Do you believe scientists? It’s a hot topic lately as we grapple with a global pandemic. Strangely, Americans have a long tradition of mistrust towards the scientific community — just look at climate change deniers, conspiracy theorists, anti-vaxxers, and the classic flat-earthers. Some of us just can’t be convinced! And sometimes, secularism and spiritualism meet at a crossroads to duke it out…

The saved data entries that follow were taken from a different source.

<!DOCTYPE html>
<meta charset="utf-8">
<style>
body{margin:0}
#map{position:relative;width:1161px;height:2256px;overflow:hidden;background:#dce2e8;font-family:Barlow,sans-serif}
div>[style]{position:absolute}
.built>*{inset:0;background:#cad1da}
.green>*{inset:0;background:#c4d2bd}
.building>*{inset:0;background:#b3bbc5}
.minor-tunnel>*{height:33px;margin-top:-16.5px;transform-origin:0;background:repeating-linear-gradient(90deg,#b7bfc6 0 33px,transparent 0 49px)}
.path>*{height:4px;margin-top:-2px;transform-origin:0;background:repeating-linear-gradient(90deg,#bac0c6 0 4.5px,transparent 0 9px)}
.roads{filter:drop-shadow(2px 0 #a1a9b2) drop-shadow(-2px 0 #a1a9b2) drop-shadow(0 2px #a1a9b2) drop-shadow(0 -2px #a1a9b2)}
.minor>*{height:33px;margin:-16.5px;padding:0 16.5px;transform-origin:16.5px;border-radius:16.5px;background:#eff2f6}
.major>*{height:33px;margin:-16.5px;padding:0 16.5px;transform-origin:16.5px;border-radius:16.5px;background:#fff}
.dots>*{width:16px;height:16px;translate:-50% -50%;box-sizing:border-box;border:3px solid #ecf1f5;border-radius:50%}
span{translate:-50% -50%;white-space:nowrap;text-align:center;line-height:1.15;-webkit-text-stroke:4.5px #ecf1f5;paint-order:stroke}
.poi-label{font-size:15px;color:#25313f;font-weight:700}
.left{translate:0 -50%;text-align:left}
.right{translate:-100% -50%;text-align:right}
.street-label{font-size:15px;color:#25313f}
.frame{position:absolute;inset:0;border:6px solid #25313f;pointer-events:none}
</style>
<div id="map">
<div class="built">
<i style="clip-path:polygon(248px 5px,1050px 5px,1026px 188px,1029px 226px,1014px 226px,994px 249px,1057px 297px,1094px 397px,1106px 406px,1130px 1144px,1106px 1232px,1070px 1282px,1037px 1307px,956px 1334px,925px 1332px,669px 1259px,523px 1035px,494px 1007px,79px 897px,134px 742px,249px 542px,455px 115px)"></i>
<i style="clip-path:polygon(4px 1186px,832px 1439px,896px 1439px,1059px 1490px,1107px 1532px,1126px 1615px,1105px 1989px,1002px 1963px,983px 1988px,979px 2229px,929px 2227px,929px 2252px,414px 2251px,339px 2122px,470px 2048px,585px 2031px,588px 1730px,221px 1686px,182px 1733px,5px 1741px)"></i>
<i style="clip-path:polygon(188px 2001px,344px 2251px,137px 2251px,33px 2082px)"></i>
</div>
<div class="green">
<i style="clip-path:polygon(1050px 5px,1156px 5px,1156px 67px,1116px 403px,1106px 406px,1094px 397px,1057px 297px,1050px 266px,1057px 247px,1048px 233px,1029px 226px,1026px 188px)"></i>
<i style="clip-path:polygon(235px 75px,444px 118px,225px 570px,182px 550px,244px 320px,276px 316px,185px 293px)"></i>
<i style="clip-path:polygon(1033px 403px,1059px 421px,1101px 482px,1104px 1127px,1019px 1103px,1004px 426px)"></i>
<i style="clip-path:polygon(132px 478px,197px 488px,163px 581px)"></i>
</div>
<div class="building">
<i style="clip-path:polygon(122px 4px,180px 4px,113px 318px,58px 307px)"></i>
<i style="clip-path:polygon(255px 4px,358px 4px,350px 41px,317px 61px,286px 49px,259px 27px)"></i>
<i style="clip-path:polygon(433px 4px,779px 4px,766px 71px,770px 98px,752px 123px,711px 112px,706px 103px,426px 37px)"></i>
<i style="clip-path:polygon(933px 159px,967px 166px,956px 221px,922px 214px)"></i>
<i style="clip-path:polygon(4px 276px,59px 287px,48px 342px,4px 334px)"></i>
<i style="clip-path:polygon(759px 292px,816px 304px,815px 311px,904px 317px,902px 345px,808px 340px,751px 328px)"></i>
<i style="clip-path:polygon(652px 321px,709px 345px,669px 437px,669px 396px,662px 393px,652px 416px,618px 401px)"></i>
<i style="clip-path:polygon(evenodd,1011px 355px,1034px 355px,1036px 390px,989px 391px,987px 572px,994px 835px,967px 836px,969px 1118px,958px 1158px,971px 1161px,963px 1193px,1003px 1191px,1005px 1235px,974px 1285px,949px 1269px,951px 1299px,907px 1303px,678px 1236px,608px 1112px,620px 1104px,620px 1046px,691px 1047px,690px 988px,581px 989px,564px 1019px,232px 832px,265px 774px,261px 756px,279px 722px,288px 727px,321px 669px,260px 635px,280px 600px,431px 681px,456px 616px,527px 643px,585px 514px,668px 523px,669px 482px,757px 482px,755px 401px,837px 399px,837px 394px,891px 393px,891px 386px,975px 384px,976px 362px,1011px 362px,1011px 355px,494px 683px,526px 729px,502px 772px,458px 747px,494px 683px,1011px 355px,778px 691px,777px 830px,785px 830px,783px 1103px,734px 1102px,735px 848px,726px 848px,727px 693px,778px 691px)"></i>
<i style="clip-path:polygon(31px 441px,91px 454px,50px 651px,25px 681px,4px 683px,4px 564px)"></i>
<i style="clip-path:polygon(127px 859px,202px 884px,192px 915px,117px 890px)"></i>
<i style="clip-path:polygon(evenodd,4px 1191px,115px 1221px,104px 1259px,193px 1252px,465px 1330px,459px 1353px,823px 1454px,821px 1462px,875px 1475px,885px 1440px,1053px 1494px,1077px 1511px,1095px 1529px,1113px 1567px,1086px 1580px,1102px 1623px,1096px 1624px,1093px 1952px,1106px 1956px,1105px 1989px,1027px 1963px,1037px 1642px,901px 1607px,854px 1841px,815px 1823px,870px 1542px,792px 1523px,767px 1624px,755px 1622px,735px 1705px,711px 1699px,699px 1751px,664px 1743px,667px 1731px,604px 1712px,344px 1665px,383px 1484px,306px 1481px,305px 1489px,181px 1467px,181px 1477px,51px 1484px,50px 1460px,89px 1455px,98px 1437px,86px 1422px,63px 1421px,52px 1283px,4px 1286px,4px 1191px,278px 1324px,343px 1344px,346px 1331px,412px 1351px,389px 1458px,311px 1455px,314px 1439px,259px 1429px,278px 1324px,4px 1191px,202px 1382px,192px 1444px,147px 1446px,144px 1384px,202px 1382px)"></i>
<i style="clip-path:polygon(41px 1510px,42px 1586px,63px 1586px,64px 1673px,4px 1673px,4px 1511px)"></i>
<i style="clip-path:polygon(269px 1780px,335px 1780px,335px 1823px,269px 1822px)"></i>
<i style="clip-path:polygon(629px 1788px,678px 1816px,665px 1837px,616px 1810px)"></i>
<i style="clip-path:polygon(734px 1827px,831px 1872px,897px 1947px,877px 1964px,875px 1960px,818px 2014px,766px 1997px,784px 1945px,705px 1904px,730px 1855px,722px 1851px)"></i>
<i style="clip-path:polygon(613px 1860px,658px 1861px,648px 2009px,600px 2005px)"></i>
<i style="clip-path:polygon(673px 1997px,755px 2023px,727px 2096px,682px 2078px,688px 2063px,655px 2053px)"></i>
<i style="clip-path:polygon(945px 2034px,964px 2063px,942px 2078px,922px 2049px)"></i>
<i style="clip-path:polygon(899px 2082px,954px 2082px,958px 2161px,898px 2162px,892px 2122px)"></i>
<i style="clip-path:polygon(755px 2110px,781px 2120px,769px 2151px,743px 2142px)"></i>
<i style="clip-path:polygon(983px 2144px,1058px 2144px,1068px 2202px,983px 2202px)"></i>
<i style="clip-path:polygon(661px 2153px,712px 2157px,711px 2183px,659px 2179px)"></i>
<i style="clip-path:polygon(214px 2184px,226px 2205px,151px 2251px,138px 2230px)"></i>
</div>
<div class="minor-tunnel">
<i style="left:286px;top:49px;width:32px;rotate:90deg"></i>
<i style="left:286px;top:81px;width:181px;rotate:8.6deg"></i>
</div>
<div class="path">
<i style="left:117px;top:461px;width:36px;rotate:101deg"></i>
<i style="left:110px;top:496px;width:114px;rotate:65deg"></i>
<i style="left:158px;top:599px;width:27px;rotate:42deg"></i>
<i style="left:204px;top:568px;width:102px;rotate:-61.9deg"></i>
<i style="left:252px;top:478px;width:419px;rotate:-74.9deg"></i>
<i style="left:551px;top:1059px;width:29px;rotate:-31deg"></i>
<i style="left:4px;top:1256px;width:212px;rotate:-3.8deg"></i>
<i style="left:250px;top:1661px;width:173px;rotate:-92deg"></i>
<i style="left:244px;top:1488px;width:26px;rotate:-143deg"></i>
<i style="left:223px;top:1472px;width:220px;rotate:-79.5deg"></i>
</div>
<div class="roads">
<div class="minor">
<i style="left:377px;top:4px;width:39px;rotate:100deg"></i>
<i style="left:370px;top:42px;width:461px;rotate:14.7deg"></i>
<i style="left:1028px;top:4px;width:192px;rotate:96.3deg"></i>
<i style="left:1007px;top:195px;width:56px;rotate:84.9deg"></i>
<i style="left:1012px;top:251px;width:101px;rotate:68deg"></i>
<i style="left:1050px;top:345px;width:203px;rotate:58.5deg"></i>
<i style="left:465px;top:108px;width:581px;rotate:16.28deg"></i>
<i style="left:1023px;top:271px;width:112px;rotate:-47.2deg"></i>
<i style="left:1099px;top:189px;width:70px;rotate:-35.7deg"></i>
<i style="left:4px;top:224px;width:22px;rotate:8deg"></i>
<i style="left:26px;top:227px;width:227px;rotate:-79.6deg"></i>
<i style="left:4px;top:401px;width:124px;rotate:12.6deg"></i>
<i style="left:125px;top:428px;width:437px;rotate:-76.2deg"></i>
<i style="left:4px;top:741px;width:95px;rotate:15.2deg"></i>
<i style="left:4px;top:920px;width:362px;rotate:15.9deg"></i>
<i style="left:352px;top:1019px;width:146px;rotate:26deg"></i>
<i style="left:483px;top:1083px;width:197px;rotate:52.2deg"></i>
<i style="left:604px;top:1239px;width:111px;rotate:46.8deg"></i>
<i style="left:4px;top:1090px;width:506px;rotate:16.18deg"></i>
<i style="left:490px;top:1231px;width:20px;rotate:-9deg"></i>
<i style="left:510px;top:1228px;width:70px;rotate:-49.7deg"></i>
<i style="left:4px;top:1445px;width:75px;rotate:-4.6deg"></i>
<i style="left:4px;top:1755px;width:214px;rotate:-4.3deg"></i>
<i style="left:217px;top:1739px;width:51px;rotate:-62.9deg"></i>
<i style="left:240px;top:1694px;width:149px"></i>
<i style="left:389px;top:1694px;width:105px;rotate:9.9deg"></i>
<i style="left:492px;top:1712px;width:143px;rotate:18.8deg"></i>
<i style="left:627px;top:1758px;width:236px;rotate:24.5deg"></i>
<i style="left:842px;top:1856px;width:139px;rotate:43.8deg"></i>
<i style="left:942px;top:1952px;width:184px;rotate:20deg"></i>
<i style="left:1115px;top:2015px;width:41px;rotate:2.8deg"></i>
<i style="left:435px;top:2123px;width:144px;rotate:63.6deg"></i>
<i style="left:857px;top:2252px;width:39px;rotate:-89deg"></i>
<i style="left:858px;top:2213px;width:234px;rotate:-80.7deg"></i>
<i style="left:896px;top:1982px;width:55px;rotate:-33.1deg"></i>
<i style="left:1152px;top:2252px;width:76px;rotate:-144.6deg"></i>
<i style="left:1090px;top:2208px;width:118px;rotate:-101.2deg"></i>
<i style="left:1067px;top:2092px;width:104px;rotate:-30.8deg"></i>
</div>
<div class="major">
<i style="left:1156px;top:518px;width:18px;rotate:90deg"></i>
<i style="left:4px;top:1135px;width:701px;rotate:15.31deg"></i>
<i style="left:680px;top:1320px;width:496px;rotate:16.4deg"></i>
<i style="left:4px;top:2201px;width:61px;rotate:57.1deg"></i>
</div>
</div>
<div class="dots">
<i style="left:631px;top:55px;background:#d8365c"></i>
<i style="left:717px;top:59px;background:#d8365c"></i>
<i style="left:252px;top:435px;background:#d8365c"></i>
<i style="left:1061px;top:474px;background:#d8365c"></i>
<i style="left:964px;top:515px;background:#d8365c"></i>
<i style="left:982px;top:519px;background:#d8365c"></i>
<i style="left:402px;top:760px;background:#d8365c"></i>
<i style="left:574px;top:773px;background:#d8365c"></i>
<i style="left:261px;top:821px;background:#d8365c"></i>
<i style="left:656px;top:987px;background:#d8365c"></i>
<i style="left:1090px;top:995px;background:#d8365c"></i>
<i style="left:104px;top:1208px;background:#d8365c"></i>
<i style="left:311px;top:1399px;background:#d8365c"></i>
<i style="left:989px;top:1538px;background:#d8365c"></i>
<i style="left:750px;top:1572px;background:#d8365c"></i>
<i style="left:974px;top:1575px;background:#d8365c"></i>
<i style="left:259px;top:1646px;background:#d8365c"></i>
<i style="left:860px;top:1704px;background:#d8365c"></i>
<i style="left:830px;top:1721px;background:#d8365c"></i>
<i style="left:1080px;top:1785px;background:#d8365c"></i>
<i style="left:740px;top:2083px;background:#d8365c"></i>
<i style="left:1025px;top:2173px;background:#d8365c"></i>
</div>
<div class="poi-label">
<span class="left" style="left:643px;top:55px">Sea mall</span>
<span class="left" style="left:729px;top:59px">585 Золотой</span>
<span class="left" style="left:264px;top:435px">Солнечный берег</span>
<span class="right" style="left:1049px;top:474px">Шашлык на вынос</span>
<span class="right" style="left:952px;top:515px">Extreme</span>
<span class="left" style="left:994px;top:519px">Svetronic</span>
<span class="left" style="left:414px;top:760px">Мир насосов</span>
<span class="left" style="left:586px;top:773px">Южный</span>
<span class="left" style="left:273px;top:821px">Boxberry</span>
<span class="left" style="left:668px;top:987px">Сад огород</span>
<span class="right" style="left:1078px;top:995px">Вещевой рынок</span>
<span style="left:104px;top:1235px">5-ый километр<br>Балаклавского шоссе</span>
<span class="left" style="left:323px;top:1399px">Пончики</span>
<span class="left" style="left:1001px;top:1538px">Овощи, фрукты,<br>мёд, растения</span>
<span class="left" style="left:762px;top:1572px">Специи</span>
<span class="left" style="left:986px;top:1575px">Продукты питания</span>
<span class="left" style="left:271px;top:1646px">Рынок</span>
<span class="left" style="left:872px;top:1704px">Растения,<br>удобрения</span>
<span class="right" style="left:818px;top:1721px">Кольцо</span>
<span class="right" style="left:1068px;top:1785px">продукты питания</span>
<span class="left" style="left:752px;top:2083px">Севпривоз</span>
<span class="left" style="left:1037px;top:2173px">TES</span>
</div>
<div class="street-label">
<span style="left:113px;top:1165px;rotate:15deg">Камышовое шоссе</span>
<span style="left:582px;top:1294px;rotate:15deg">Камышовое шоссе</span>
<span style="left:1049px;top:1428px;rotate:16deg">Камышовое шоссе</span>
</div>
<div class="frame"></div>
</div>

The Trial of the Century — what an irresistible title. Before OJ, before Michael Jackson, before the Manson Family, and even before the Lindbergh kidnapping, there was the Scopes Monkey Trial. While it may not sound as sensational now, the 1925 court case would test Tennessee’s ban on teaching evolution and would capture the attention of the entire nation. Formally known as the State of Tennessee v. John Thomas Scopes, the Scopes Monkey Trial was America’s first “trial of the century” captivating the world and inspiring countless newspaper articles, documentaries, books, speeches, sermons, and a few political careers.
In May 1925, a group of Dayton businessmen hatched a plan to get some attention for their struggling, small town. They gambled that a show trial could test Tennessee’s newly passed law banning the teaching of human evolution, and certainly stimulate the local economy during the proceedings. Their contrived publicity stunt would bring the nation’s attention to the sleepy and stagnating community. Substitute teacher John Scopes agreed to the idea, and the American Civil Liberties Union (ACLU), in the group’s first major trial, signed on to help underwrite the defense. Dayton became a virtual circus with vendors hawking hot dogs, lemonade, and all manner of books on biology and religion. (Spoiler: No monkeys were harmed.)
Populist politician and former congressman, secretary of state, and presidential candidate William Jennings Bryan had championed women’s suffrage and a progressive income tax. He was well-respected and popular, and, maybe cynically, the trial could be the first step in the upcoming war to restore America’s “morality.” Bryan knew a wedge issue when he saw one and declared the case was “not a joke but an issue of the first magnitude…[and would expose the] gigantic conspiracy among atheists and agnostics against the Christian religion.” Could this be his last shot at getting to the White House?
Famed criminal defense attorney Clarence Darrow volunteered for the case the day after Bryan announced his involvement in the trial. Ironically, the defense didn’t focus on whether Scopes broke the law teaching human evolution, but instead on the perceived threat to individual liberty. Ultimately, the two sides clashed over who decides what is taught in public schools and does religion itself
“We don’t need anybody from New York to come down here and tell us what [the Butler Act] means…The most ignorant man in Tennessee is a highly educated, polished gentleman [when compared] to the most ignorant man in some of our northern states.” – prosecutor Ben McKenzie
Poor John Scopes. He had no clue that this trial would become the most famous court case of his lifetime, testing the constitutional guarantees of liberties, and freedoms of speech and religion. The native Kentuckian, John Thomas Scopes became famous throughout the nation on radio and in newspapers, who willingly joined the custom-made media circus. After eight days, Scopes was found guilty and fined $100, which the ACLU paid. Scopes quit teaching, and the ACLU appealed to the Tennessee Supreme Court, which ruled the Butler Act constitutional. The Tennessee legislature repealed the Butler Act in 1967.
“Your Honor, I feel that I have been convicted of violating an unjust statute. I will continue in the future, as I have in the past, to oppose this law in any way I can. Any other action would be in violation of my ideals of academic freedom, that is to teach the truth as guaranteed in our Constitution, of personal and religious freedom. I think the fine is unjust.” – John Scopes
Out of the spotlight, Scopes settled down to raise a family in Shreveport, Louisiana, working in the oil and gas industry. He lived there until his death in 1970. Both Shreveport and Paducah, Kentucky claim Scopes, but the former schoolteacher called Shreveport, not that far from the Tennessee courtroom, his hometown.